So that’s where Sharon Tate is today. A blonde Venus who has found both success and love…who really wants only the love but is committed to the success.

“Sometimes,” she says ruefully, “I think it would be better to be a sex symbol, because at least I would know where I was…But I’d lose my mind!”

She came to Hollywood wanting to be a “light comedienne like Carole Lombard.” That was all gaudy and fluffy. Today, she patterns herself around more unconventional women, like Greta Garbo and Faye Dunaway (”Dunaway! She’s a woman!”).

“I’d like to be an American Catherine Deneuve. She plays beautiful, sensitive, deep parts with a little bit of intelligence behind them,” she says.

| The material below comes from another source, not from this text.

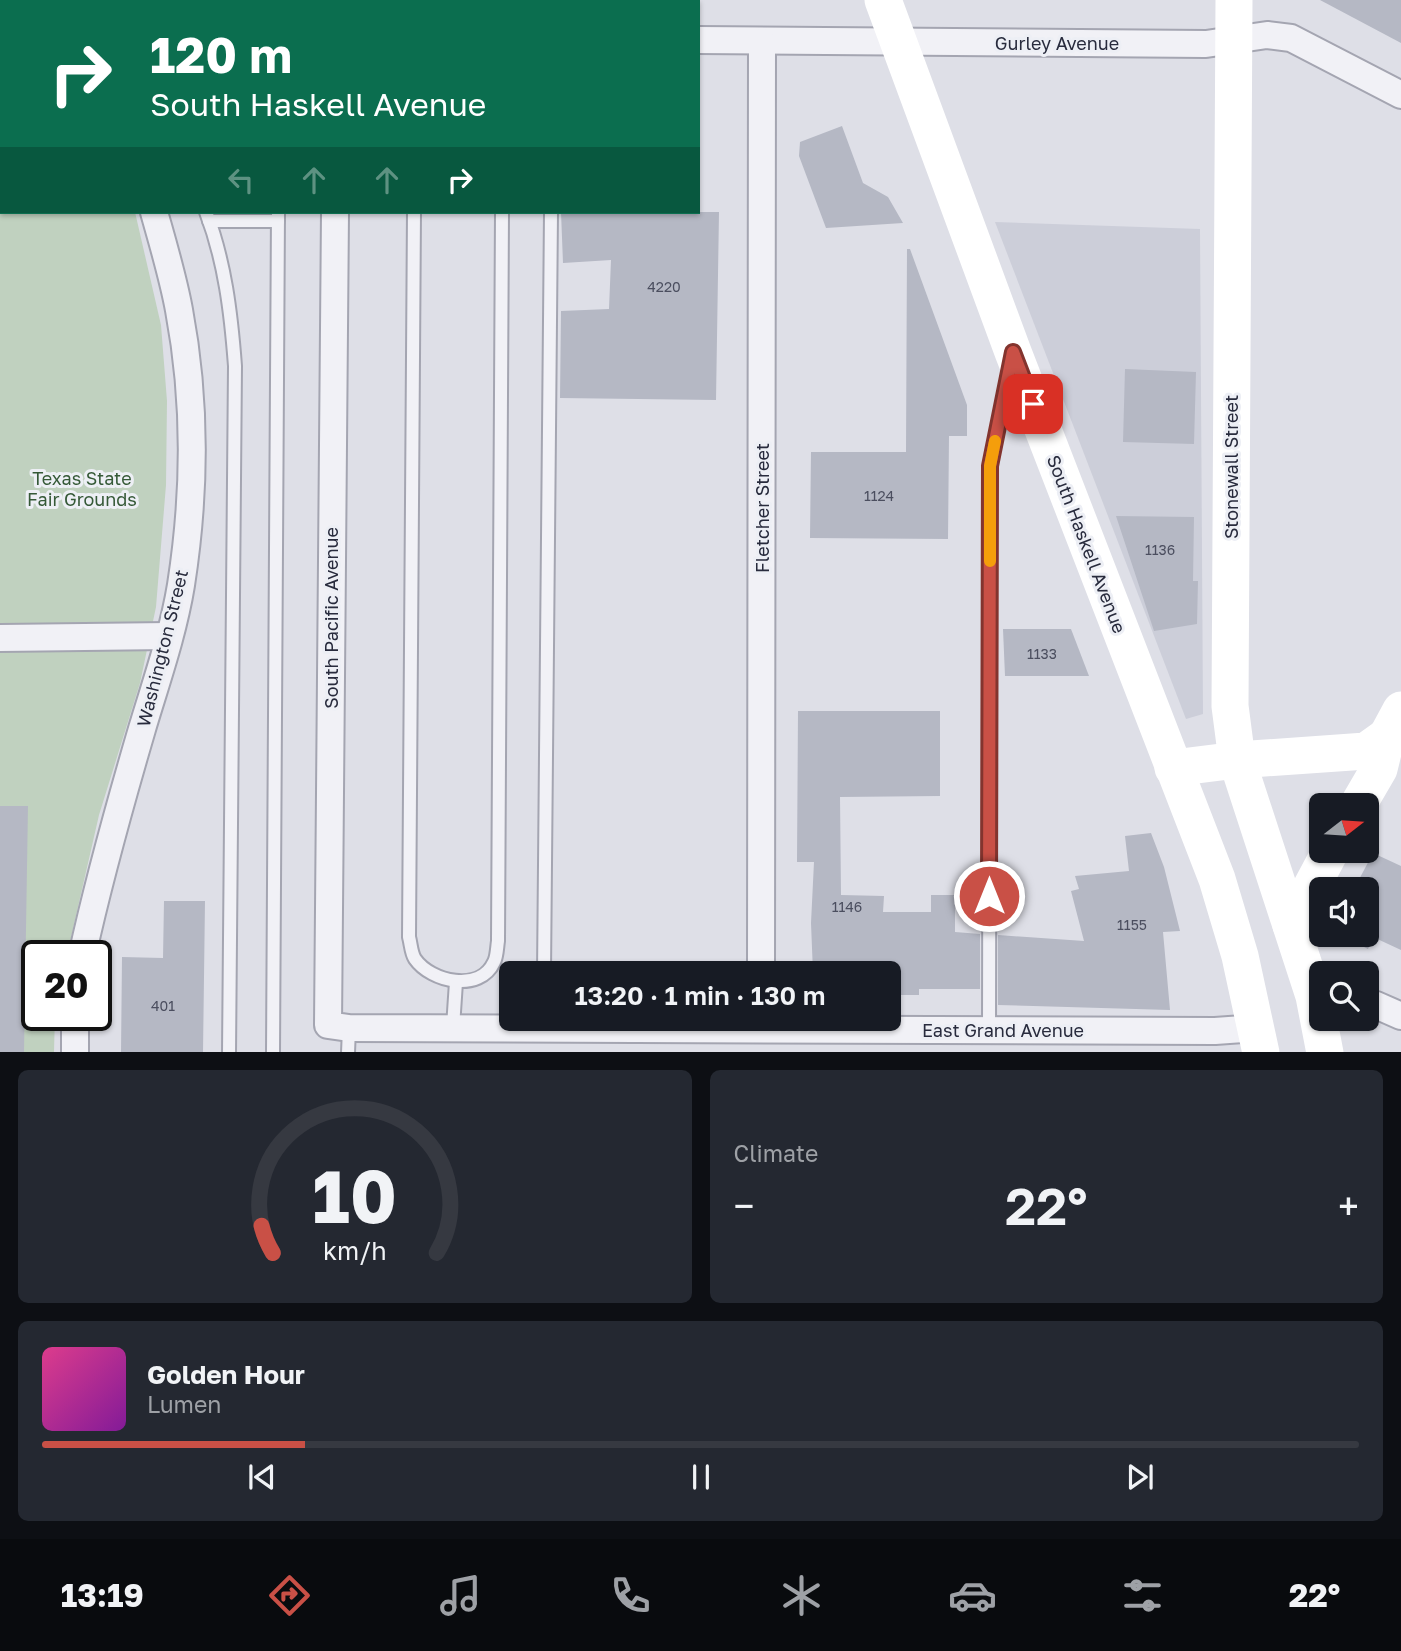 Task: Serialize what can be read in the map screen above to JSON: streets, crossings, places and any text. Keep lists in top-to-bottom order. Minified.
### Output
{"streets":{"main road":["Stonewall Street","South Haskell Avenue"],"street":["Gurley Avenue","Fletcher Street","South Pacific Avenue","Washington Street","East Grand Avenue"]},"crossings":[["Gurley Avenue","Stonewall Street"],["Gurley Avenue","Fletcher Street"],["Gurley Avenue","South Haskell Avenue"],["South Haskell Avenue","East Grand Avenue"],["South Pacific Avenue","East Grand Avenue"]],"parks":["Texas State Fair Grounds"],"house_numbers":["4220","1124","1136","1133","1146","1155","401"],"north":"right","page":{"turn":["120 m","South Haskell Avenue"],"limit":"20","trip":"13:20 · 1 min · 130 m","tile":"Climate","heat":["−","22°","+"],"song":["Golden Hour","Lumen"],"tabs":["13:19","22°"],"gauge":["10","km/h"]}} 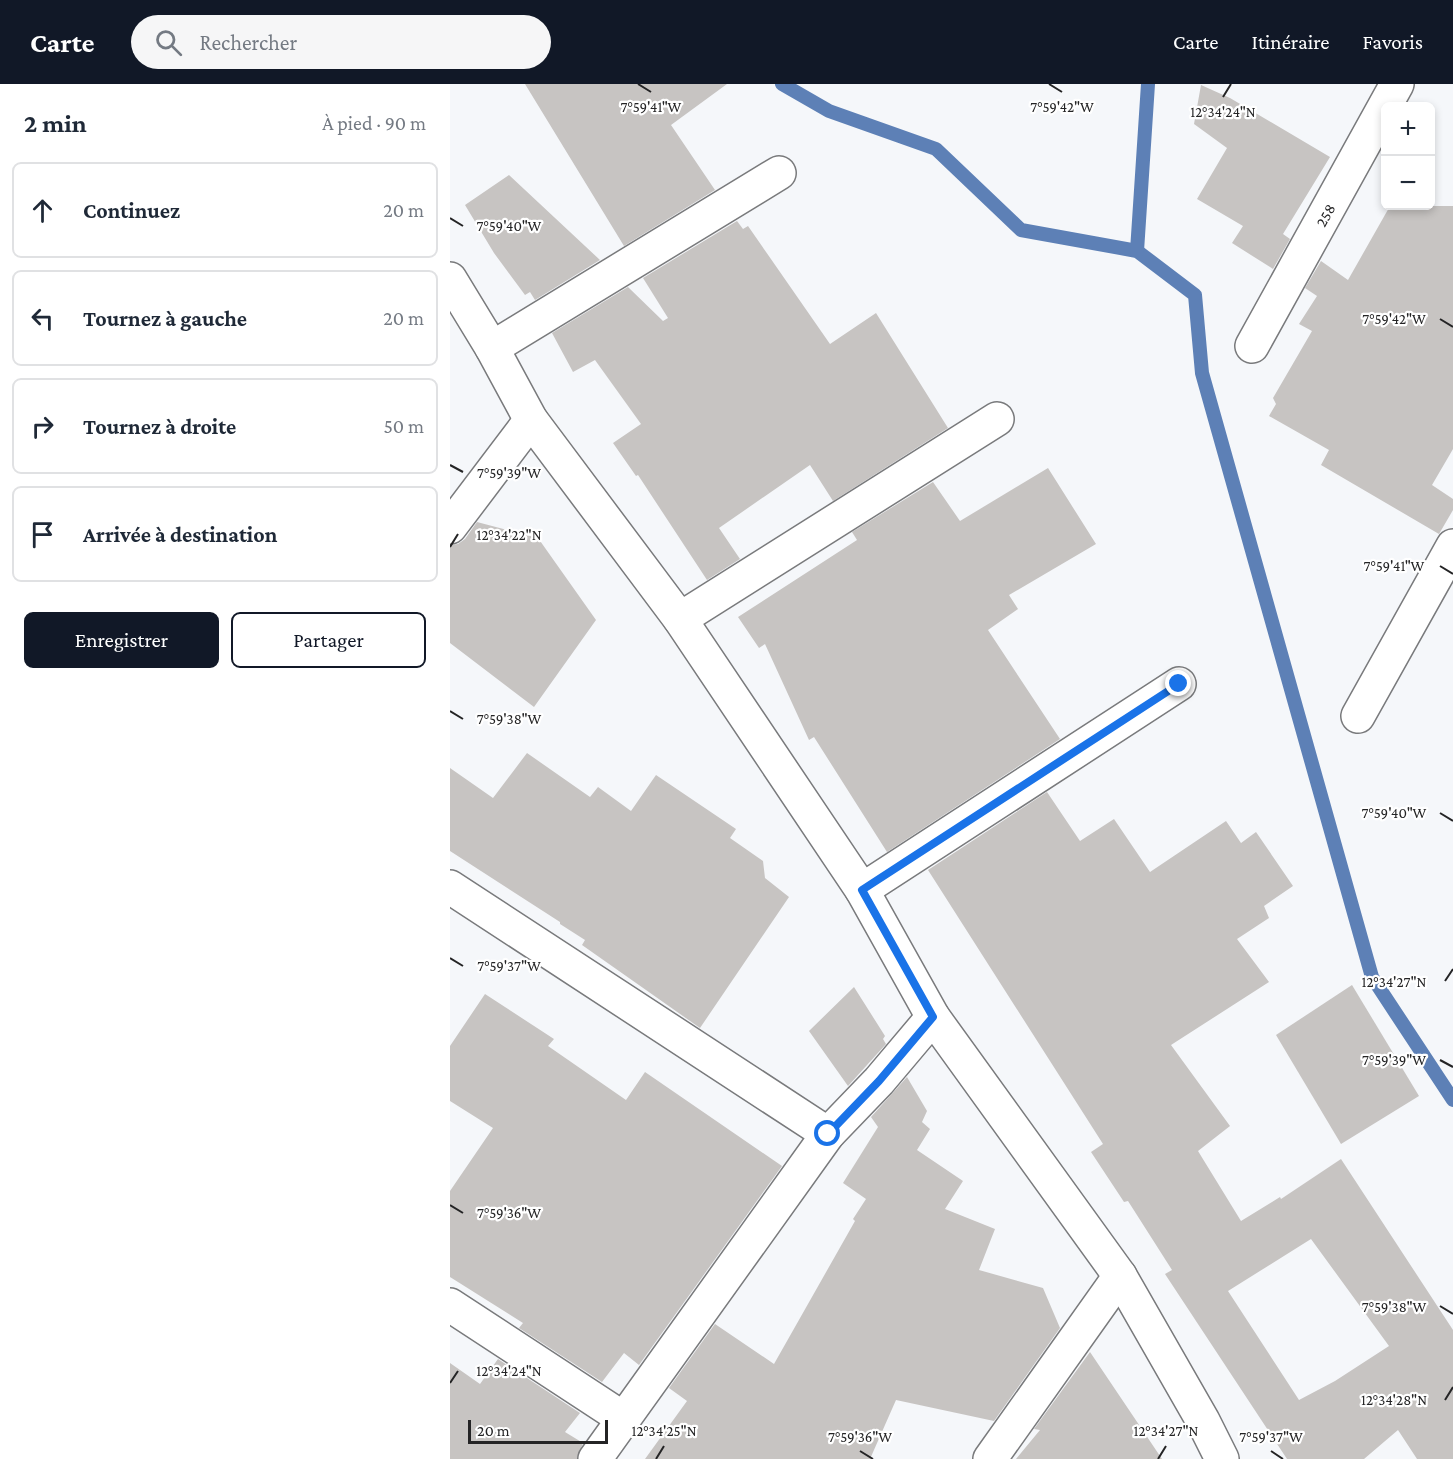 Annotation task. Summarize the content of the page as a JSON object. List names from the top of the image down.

Maybe that’s the happy medium. If Sharon can get off the Hollywood treadmill, if she and Roman can work together professionally to produce quality films, if she can prove to others what she has proved to herself-that there is a head above her body-then she will have achieved true happiness and satisfaction-without escaping from her responsibilities.

Sharon puts it very beautifully: “I still have this teddy bear I’ve had since I was three…and all my old boxes-valentine boxes, cigar boxes, all kinds of boxes. I just won’t give them up it’s like if I give them up, I’ve given in to being a movie star.”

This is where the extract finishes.